## EXERCISE AIM:
Take the lines of the data below from the very first through the line containing "function fill(path, color)" and output them exactly, pictures excluded.

[Extracted data entries]
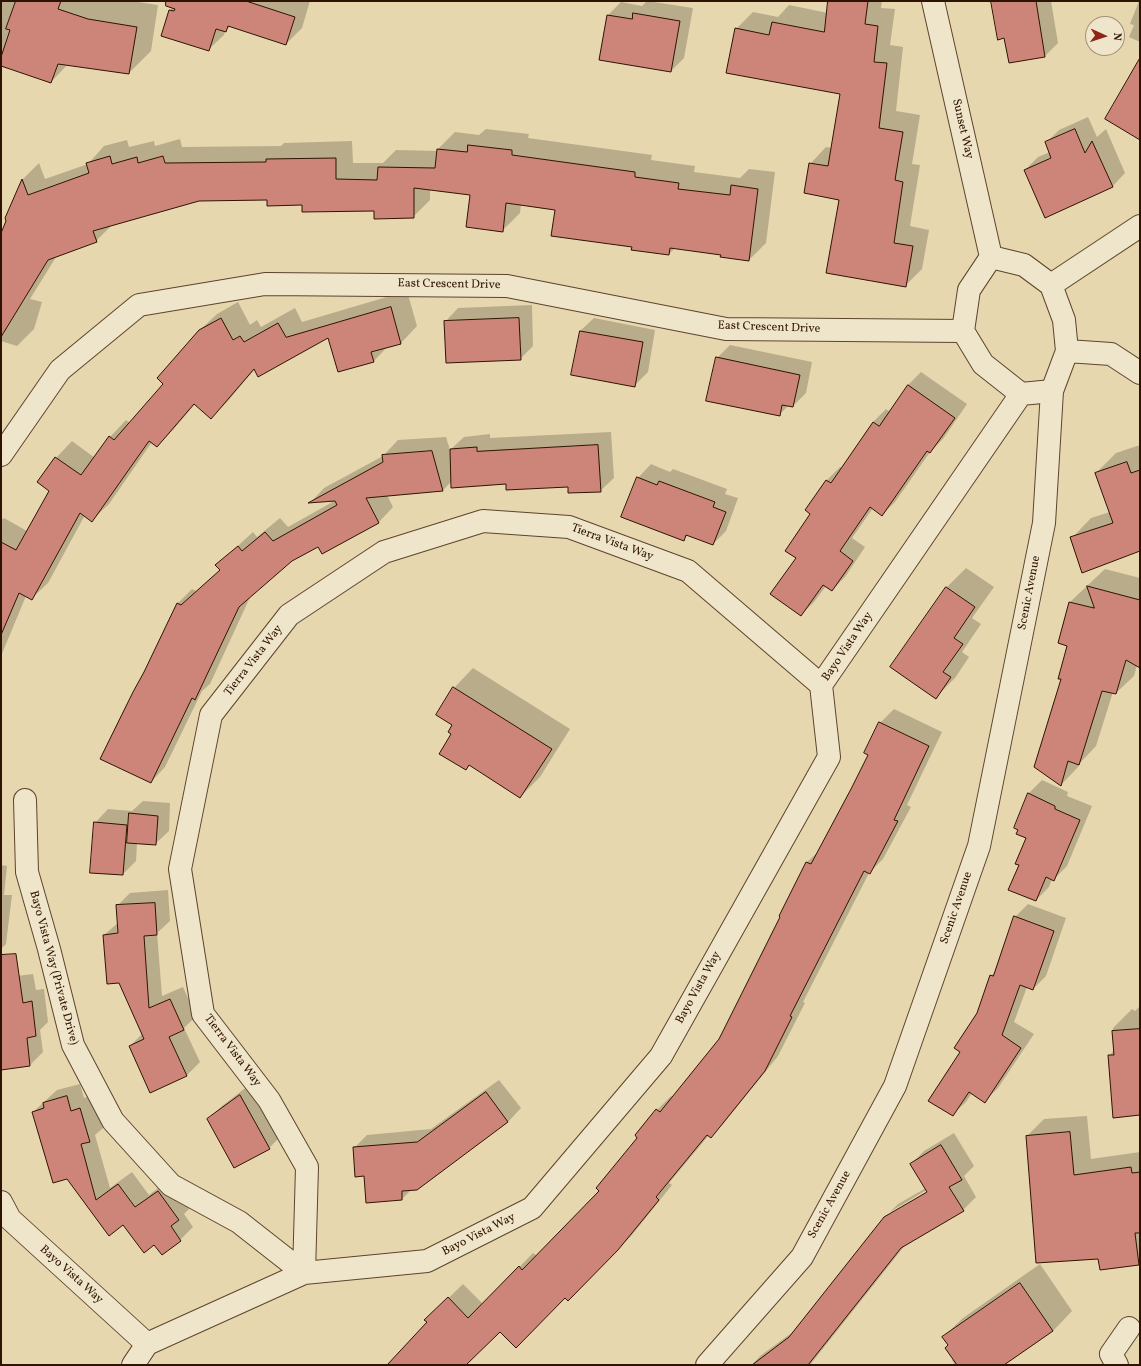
<!DOCTYPE html>
<html>
<head>
<meta charset="utf-8">
<style>
	body { margin:0 }
	#map { position:relative; width:1141px; height:1366px; overflow:hidden; background:#e7d7ae; font-family:Vollkorn,serif }
	canvas { display:block }
	.frame { position:absolute; inset:0; border:2px solid #2f1302; pointer-events:none }
	.north { position:absolute; left:1085px; top:16px; width:40px; height:40px; box-sizing:border-box; background:#efe5ca; border:1px solid #a2917a; border-radius:50%; rotate:93deg; font-size:11px; font-weight:700; line-height:16px; text-align:center; color:#2f1302 }
	.north::after { content:''; display:block; margin:auto; width:14px; height:18px; background:#8f2418; clip-path:polygon(50% 0,100% 100%,50% 72%,0 100%) }
</style>
</head>
<body>
<div id="map">
<canvas width="1141" height="1366"></canvas>
<div class="frame"></div>
<div class="north">N</div>
</div>
<script>
const context = document.querySelector('canvas').getContext('2d');
context.lineJoin = 'round';
function fill(path, color) { context.fillStyle = color; context.fill(path, 'evenodd'); }
function trace(path, color, width, dash) { context.strokeStyle = color; context.lineWidth = width; context.lineCap = dash ? 'butt' : 'round'; context.setLineDash(dash || []); context.stroke(path); }
function write(font, color, halo, rows, align = 'center') {
  context.font = font + ' Vollkorn,serif'; context.lineWidth = 3; context.setLineDash([]); context.textBaseline = 'middle'; context.strokeStyle = halo; context.fillStyle = color; for (const [text, x, y, turn = 0] of rows) {
    context.save(); context.translate(x, y); context.rotate((+turn || 0) * Math.PI / 180); context.textAlign = isNaN(turn) ? turn : align; if (halo) context.strokeText(text, 0, 0); context.fillText(text, 0, 0); context.restore();
  }
}
fill(new Path2D(`
	M1,1H132L158,5L151,51L129,73L68,64L51,82L1,65Z
	M178,1H310L302,28L286,44L231,26L225,31L224,35L208,50L162,35L170,10Z
	M647,1L693,8L684,58L671,71L608,15L621,2L642,6Z
	M829,1H882L881,8L895,9L890,45L903,47L896,111L920,115L912,164L920,165L910,226L929,230L922,269L905,286L840,199L810,164L826,147L832,148L841,94L736,29L753,12L778,17L789,5L828,13Z
	M992,1H1051L1058,43L1045,56L1010,62L1005,37Z
	M1139,1H1140V42L1129,37L1134,25L1130,24Z
	M1088,117L1097,137L1106,129L1125,173L1112,187L1025,170L1038,157L1050,152L1046,143L1059,130Z
	M486,129L529,134L528,138L652,155L651,160L695,166L694,172L740,178L749,169L775,172L766,243L749,260L722,254L675,248L669,254L633,246L556,209L521,204L520,213L503,230L471,194L430,189V200L413,217L375,210L268,199L198,200L113,224L96,241L56,257L30,299L42,302L34,329L17,346L1,341V236L7,221L6,218L22,180L39,163L45,179L88,164L104,146L127,140L129,147L154,141L155,146L180,139L182,147L281,146L284,143L352,141L353,163H383L396,150L438,151V149L455,132L479,135Z
	M407,291L417,326L401,343L388,346L374,361L339,371L329,337L255,369L227,402L211,418L195,404L173,430L157,446L152,442L109,504L92,520L85,515L48,583L31,599L26,596L1,656V520L4,518L27,531L50,490L56,458L72,441L95,458L110,437L126,420L130,423L164,384L200,330L217,314L238,302L250,325L257,320L261,327L295,308L302,322Z
	M532,305L533,346L520,359L445,322L458,308Z
	M594,318L655,330L648,372L635,385L580,331Z
	M730,345L812,362L806,393L793,406L789,405L779,415L717,358Z
	M921,372L967,404L943,439L930,452L895,502L882,515L873,508L852,538L865,547L845,577L832,590L826,586L814,602L801,615L797,558L812,514L806,510L827,480L840,467L842,468L873,422L886,409L890,412L908,385Z
	M611,432L614,478L600,491L569,486L452,481L443,490L387,495L393,507L379,522L323,553L319,546L292,560L251,595L210,684L202,691L165,767L151,782L145,673L177,604L192,589L196,591L221,569L217,565L253,532L257,537L280,518L288,527L336,500L311,502L324,488L383,456L398,440L446,437L450,450L464,437L490,434V438Z
	M1140,445V551L1072,538L1091,518L1110,512L1096,473L1116,453Z
	M651,464L670,472L673,469L727,489L725,494L738,498L726,531L713,544L689,534L684,539L638,478Z
	M966,568L994,587L972,618L981,624L962,652L969,657L955,678L936,697L892,667L947,587Z
	M1105,569L1140,578V667L1137,665L1134,676L1116,693L1113,692L1096,746L1080,763L1078,767L1061,785L1062,679L1069,645L1059,642L1070,602Z
	M473,668L570,729L540,777L520,797L470,765L465,769L452,734L454,688Z
	M894,709L942,732L907,805L911,807L883,859L869,873L803,1002L805,1003L778,1056L724,1123L711,1136L709,1135L669,1183L672,1185L632,1235L568,1300L565,1297L500,1331L464,1365H388L428,1322L426,1320L463,1284L483,1304L533,1253L537,1256L601,1191L638,1137L636,1135L657,1110L671,1096L673,1097L719,1040L807,862L820,850L869,755L880,723Z
	M1042,780L1068,792L1067,796L1092,806L1067,866L1054,879H1052L1049,887L1036,900L1020,865L1027,837L1019,830L1015,828L1029,793Z
	M143,801L170,803L169,831L155,844L137,843L136,861L123,874L95,823L108,809L132,811Z
	M1,865L7,866L4,895H12L6,944L1,949Z
	M168,890L170,921L157,933L162,996L183,987L196,1016L184,1028L200,1062L187,1075L130,1046L143,1033L104,935L119,922L117,906L130,893Z
	M1028,904L1066,918L1046,976L1033,989L1027,987L1014,1022L1034,1034L998,1088L985,1101L972,1093L966,1102L952,1115L962,1052L978,1013L991,976L996,971L1015,917Z
	M33,974L36,990L44,989L48,1022L40,1030L43,1052L30,1065L1,1069V978Z
	M1140,1006V1114L1109,1056L1114,1050L1113,1028L1132,1009L1135,1011Z
	M499,1080L521,1108L508,1122L416,1189H412L402,1199L365,1175L354,1148L367,1135L431,1129Z
	M253,1082L282,1135L269,1148L208,1119L222,1106Z
	M80,1084L84,1098L93,1095L103,1128L95,1135L110,1188L132,1172L149,1195L171,1178L192,1206L184,1214L193,1227L180,1240L162,1254L154,1244L123,1224L109,1234L33,1112L57,1090Z
	M1087,1116L1091,1159L1140,1152V1262L1139,1264L1099,1258L1027,1136L1044,1119Z
	M954,1133L974,1166L964,1176L976,1197L963,1210L906,1244L810,1365H752L760,1356L797,1329L888,1214V1216L931,1190L930,1188L890,1212L898,1204L926,1188L911,1164L924,1151Z
	M1040,1264L1072,1311L1053,1331L1002,1365H955L952,1360L954,1358L949,1345L943,1337L963,1318Z`), '#0003');
const building = new Path2D(`
	M16,1H61L58,9L88,19L137,27L129,74L58,64L51,83L1,66V57L10,30L6,29Z
	M166,1H246L295,17L286,45L228,26L226,32L216,29L209,51L161,36L169,10L174,11L175,9L166,6Z
	M828,1H868L865,24L878,26L874,62L887,63L879,128L903,132L895,180L903,182L894,243L913,246L906,287L826,273L839,200L804,193L809,163L828,166L840,94L726,73L735,28L769,35L772,22L824,32Z
	M991,1H1036L1045,57L1009,63L1004,38L998,40Z
	M633,13L680,21L671,72L599,60L607,15L632,19Z
	M1140,58V140L1105,119Z
	M1075,129L1085,153L1092,141L1113,187L1045,218L1024,170L1051,158L1045,142Z
	M468,145L512,150V155L635,172V177L679,183L678,189L730,195L731,185L758,189L749,261L720,257L721,255L670,248L669,255L631,250L632,247L551,236L555,210L506,203L503,232L466,227L470,195L414,188V218L374,219V211L302,212V205L267,206V200L199,201L93,231L97,242L48,260L1,337V233L6,221L5,218L22,179L28,195L89,173L86,163L110,156L112,164L137,157L138,163L163,156L165,163L266,162V159L336,158V179L377,180L378,167L435,168L437,149L467,152Z
	M391,307L401,344L371,352L374,362L338,372L328,338L258,377L254,369L211,419L194,404L157,447L149,441L92,522L80,513L32,600L19,593L1,635V542L16,550L49,491L37,482L55,457L81,475L109,436L114,440L163,384L157,378L199,330L221,318L233,340L240,336L244,342L278,323L286,337Z
	M519,318L521,360L446,363L444,321Z
	M580,331L643,342L635,387L571,375Z
	M716,357L800,375L793,407L782,405L780,416L706,401Z
	M908,385L955,418L930,453L927,451L882,516L870,507L840,551L853,561L832,591L823,585L801,616L770,594L796,558L785,551L810,514L805,510L826,480L831,483L873,422L879,426Z
	M598,445L601,492L568,493V487L506,490V484L451,488L450,449L477,447V451Z
	M432,451L443,491L366,498L379,523L322,554L318,547L292,561L239,607L195,700L192,698L151,783L100,759L133,692L144,672L177,603L181,605L220,570L215,565L238,546L242,551L265,532L273,541L337,505L335,501L308,503L383,462L382,455Z
	M1127,462L1131,473L1140,470V551L1082,573L1070,537L1113,523L1095,473Z
	M637,477L657,485L659,481L715,502L713,507L726,512L713,545L686,535L684,541L621,517Z
	M1087,586L1140,600V668L1126,660L1116,694L1102,691L1079,765L1068,761L1061,786L1034,767L1061,679H1058L1067,646L1058,643L1069,602L1094,608Z
	M946,587L975,607L954,638L963,644L943,672L951,677L936,699L890,667Z
	M453,687L552,749L520,798L469,765L466,770L439,754L451,734L448,732L452,725L436,715Z
	M879,722L929,746L894,820L898,821L870,874L864,871L790,1016L792,1017L765,1071L711,1138L707,1135L656,1197L659,1200L618,1250L568,1301L565,1298L516,1348L500,1332L466,1365H387L427,1322L424,1320L448,1297L468,1318L519,1266L522,1270L599,1191L596,1188L637,1138L635,1135L656,1109L660,1112L719,1039L780,917L779,916L806,862L811,864L851,789L868,755L864,753Z
	M1028,793L1055,806V809L1080,820L1054,881L1046,877L1036,901L1008,890L1019,865L1015,864L1026,838L1016,834L1018,830L1014,828Z
	M129,813L158,816L156,845L127,843Z
	M94,822L127,825L123,875L90,873Z
	M155,903L157,935L144,936L149,1008L170,999L184,1030L169,1037L187,1076L150,1093L129,1046L144,1039L119,983L107,984L103,935L118,933L116,905Z
	M1014,916L1054,931L1033,990L1020,985L1002,1035L1021,1048L985,1103L969,1092L953,1116L928,1101L960,1052L954,1048L977,1013L990,975L993,976Z
	M16,954L23,1003L32,1001L36,1036L27,1038L30,1066L1,1070V955Z
	M1140,1029V1115L1113,1118L1108,1055H1114L1112,1031Z
	M486,1092L508,1122L417,1190L402,1191V1200L366,1203L364,1176L355,1177L353,1147L417,1142Z
	M240,1095L270,1149L234,1168L207,1119Z
	M67,1096L71,1111L80,1108L90,1142L81,1144L96,1200L118,1184L135,1207L158,1191L179,1220L171,1226L181,1241L162,1255L154,1245L144,1253L123,1225L109,1236L67,1179L53,1183L32,1112L44,1108L43,1103Z
	M1070,1132L1074,1175L1131,1167L1132,1173L1140,1172V1233H1135L1139,1265L1100,1270L1098,1259L1036,1263L1026,1136Z
	M941,1145L962,1180L949,1187L964,1211L901,1248L808,1365H752L789,1337L884,1217L927,1192L910,1164Z
	M1020,1283L1053,1331L1004,1365H957L945,1348L948,1345L942,1337Z`);
fill(building, '#cd8479');
trace(building, '#2f1302', 1);
const minor = new Path2D(`
	M933,1L991,257
	M991,257L1024,265L1051,285L1064,320L1067,351L1052,391L1021,394L983,364L963,331L969,290Z
	M1051,285L1140,226
	M1067,351L1111,354L1140,373
	M1,455L60,370L139,305L265,284L507,286L726,329L963,331
	M25,800L27,872L49,949L73,1045L113,1121L171,1185L239,1222L304,1273
	M1,1202L10,1219L147,1344
	M304,1273L307,1167L269,1100L203,1014L180,869L211,715L289,615L384,552L483,521L569,527L688,571L821,685
	M133,1365L147,1344L304,1273L427,1261L532,1208L661,1056L829,757L821,685L1021,394
	M707,1365L802,1257L895,1086L979,846L1044,523L1052,391
	M1117,1365L1111,1354L1129,1328`);
trace(minor, '#5d442d', 24);
trace(minor, '#efe5ca', 22);
write('12px', '#2f1302', '#efe5ca', [
	["Sunset Way",962,129,77],
	["East Crescent Drive",449,285,1],
	["East Crescent Drive",769,328,2],
	["Tierra Vista Way",612,543,20],
	["Scenic Avenue",1030,593,-79],
	["Bayo Vista Way",848,647,-56],
	["Tierra Vista Way",254,661,-52],
	["Scenic Avenue",957,908,-71],
	["Bayo Vista Way (Private Drive)",53,968,75],
	["Bayo Vista Way",699,988,-61],
	["Tierra Vista Way",232,1051,53],
	["Scenic Avenue",830,1205,-61],
	["Bayo Vista Way",479,1235,-27],
	["Bayo Vista Way",71,1275,42]
]);
</script>
</body>
</html>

## TASK SOLUTION:
<!DOCTYPE html>
<html>
<head>
<meta charset="utf-8">
<style>
	body { margin:0 }
	#map { position:relative; width:1141px; height:1366px; overflow:hidden; background:#e7d7ae; font-family:Vollkorn,serif }
	canvas { display:block }
	.frame { position:absolute; inset:0; border:2px solid #2f1302; pointer-events:none }
	.north { position:absolute; left:1085px; top:16px; width:40px; height:40px; box-sizing:border-box; background:#efe5ca; border:1px solid #a2917a; border-radius:50%; rotate:93deg; font-size:11px; font-weight:700; line-height:16px; text-align:center; color:#2f1302 }
	.north::after { content:''; display:block; margin:auto; width:14px; height:18px; background:#8f2418; clip-path:polygon(50% 0,100% 100%,50% 72%,0 100%) }
</style>
</head>
<body>
<div id="map">
<canvas width="1141" height="1366"></canvas>
<div class="frame"></div>
<div class="north">N</div>
</div>
<script>
const context = document.querySelector('canvas').getContext('2d');
context.lineJoin = 'round';
function fill(path, color) { context.fillStyle = color; context.fill(path, 'evenodd'); }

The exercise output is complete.